[Task prompt]:
Pull every line containing the word "none" out of the material below.

[Materials provided]:

────────

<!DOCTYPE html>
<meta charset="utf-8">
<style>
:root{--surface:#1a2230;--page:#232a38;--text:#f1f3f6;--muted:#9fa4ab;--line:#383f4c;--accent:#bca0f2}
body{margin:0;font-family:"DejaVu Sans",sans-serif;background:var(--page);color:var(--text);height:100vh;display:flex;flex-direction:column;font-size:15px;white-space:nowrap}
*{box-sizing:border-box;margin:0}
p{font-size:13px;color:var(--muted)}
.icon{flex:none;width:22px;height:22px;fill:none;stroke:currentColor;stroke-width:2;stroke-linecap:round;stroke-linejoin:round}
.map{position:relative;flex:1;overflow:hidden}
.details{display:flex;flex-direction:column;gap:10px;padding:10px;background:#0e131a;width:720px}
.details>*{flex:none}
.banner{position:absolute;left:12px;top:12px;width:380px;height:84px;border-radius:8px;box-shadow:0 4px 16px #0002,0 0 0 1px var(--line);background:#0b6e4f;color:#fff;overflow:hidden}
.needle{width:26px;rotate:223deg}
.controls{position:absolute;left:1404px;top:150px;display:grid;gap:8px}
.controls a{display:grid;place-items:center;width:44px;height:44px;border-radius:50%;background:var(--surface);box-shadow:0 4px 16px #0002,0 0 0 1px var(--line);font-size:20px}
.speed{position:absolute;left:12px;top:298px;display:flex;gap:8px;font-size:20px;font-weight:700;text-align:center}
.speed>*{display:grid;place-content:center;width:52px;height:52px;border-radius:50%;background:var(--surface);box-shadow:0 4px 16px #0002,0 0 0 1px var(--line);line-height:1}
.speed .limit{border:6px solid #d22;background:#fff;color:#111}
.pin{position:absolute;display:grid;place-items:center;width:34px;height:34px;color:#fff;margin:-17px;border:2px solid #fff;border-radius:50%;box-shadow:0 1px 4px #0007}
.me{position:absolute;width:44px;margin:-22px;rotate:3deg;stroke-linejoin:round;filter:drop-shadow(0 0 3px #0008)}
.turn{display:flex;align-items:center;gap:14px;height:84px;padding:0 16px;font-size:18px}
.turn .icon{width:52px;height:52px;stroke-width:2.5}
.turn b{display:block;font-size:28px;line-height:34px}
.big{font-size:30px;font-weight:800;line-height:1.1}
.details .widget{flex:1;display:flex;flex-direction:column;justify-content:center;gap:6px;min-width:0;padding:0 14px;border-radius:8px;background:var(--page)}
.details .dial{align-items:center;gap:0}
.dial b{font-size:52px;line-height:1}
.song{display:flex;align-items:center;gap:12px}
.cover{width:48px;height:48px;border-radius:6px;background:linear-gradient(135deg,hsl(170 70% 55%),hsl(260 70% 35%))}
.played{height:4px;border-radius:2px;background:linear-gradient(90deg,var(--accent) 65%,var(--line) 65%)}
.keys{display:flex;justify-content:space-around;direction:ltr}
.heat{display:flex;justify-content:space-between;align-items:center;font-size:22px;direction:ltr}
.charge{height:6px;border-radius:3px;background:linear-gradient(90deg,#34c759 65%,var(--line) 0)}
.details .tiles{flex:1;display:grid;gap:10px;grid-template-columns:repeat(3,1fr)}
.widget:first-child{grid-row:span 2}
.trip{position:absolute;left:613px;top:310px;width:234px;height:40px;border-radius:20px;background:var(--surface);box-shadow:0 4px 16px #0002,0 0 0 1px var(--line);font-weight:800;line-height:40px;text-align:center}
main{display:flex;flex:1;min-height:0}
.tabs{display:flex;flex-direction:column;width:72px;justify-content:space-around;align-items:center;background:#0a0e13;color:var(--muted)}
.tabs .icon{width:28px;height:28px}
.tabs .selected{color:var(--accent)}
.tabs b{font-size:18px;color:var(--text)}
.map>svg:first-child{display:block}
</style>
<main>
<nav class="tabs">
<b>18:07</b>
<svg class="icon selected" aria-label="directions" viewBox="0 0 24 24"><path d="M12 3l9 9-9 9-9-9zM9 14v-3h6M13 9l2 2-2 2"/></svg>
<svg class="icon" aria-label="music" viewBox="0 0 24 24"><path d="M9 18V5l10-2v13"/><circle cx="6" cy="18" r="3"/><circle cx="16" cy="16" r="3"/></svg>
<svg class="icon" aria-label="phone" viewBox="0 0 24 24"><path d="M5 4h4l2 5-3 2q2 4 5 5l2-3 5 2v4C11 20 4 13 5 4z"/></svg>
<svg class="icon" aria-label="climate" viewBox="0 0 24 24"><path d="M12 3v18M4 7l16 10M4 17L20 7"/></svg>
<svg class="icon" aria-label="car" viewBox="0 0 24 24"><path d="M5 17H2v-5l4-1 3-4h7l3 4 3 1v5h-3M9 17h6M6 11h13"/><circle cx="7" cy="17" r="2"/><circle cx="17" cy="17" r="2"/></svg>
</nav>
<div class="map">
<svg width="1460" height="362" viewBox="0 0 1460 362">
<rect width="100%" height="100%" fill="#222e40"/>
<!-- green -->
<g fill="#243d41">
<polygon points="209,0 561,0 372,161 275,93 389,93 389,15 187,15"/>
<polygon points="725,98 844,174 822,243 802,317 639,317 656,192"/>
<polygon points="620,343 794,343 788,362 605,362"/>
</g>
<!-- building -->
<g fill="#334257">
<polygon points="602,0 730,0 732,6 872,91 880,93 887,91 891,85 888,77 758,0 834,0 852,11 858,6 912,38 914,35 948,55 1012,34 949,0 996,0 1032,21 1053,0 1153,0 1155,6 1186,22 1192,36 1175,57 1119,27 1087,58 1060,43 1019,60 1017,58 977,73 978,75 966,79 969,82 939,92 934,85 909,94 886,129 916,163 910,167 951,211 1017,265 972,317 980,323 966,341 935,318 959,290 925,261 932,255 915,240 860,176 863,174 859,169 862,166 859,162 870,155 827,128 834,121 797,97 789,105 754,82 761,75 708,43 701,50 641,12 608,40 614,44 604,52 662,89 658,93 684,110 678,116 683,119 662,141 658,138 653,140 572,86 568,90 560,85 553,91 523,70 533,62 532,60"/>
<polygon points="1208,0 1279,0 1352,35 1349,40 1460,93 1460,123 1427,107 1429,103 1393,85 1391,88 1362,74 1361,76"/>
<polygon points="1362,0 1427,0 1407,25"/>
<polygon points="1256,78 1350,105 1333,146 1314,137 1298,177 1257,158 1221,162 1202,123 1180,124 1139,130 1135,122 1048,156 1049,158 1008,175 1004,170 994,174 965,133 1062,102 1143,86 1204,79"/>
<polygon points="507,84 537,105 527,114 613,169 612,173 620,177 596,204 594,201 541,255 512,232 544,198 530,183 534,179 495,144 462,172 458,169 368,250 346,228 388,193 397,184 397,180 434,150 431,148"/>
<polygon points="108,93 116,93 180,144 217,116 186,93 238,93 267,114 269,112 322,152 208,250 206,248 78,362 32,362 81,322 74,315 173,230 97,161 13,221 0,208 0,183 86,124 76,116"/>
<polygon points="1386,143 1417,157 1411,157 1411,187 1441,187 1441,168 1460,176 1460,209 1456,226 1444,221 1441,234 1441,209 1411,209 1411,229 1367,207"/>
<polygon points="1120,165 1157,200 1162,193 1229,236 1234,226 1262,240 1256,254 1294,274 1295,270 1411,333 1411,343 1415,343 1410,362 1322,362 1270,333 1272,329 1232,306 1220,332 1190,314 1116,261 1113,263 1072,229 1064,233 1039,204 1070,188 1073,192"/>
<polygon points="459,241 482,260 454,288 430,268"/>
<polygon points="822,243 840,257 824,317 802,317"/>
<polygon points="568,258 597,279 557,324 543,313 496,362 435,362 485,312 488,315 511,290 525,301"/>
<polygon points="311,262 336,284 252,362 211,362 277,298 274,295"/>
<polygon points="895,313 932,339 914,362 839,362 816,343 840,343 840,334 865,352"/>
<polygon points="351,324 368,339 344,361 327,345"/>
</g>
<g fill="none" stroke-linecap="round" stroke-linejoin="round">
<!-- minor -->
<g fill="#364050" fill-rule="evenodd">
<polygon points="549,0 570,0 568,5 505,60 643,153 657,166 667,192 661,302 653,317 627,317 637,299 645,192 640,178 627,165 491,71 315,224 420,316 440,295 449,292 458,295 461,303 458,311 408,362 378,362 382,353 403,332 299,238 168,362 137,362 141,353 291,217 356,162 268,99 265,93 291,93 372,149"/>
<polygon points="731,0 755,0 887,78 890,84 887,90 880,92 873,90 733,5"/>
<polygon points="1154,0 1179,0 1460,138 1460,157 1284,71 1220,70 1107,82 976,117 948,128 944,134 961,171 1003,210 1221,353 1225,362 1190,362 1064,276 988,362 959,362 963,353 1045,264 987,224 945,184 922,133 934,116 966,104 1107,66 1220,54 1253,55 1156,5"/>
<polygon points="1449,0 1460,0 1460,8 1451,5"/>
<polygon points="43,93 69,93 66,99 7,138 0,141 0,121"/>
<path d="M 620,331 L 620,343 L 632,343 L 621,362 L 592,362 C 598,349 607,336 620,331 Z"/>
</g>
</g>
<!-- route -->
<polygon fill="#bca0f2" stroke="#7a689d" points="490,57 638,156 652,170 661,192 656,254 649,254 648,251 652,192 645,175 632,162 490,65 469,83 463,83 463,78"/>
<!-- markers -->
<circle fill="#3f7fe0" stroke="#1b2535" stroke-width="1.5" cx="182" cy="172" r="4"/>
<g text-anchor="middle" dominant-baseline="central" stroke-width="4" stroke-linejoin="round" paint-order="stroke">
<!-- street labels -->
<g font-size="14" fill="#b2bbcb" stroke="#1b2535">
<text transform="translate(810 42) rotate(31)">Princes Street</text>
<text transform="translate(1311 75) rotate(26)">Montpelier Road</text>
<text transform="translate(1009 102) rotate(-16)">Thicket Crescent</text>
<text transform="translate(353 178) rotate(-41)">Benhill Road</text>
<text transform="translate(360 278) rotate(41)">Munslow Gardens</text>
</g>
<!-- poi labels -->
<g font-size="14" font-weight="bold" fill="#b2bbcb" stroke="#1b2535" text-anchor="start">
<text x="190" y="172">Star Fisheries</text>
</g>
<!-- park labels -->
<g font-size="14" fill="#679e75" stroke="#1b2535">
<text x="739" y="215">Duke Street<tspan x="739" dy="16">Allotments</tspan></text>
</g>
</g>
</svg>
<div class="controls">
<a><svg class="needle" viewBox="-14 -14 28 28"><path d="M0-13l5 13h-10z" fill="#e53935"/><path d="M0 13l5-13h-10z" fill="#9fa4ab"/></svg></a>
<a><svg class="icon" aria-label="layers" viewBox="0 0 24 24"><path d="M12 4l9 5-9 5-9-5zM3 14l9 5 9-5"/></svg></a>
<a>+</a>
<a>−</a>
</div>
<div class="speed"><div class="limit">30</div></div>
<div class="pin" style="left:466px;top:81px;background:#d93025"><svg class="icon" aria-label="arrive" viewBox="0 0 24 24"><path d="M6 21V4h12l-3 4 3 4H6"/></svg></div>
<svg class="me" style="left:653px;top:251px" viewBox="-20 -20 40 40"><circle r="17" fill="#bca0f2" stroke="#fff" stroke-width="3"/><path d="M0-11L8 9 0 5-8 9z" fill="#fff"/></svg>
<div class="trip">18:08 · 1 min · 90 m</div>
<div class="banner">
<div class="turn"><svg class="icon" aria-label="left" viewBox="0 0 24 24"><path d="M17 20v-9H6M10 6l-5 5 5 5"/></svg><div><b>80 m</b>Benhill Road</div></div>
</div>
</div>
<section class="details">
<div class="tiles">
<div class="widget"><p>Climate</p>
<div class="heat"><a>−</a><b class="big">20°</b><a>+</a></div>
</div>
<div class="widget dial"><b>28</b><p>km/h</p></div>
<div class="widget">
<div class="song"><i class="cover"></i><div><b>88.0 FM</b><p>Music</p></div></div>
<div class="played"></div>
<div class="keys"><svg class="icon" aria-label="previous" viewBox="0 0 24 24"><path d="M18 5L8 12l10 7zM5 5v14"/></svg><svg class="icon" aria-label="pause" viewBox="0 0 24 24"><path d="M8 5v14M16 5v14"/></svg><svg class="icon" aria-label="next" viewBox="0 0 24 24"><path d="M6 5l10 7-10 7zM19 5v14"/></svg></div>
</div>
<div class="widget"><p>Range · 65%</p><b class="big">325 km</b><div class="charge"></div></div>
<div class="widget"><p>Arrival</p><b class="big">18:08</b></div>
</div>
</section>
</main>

────────

[Response below]:
.icon{flex:none;width:22px;height:22px;fill:none;stroke:currentColor;stroke-width:2;stroke-linecap:round;stroke-linejoin:round}
.details>*{flex:none}
<g fill="none" stroke-linecap="round" stroke-linejoin="round">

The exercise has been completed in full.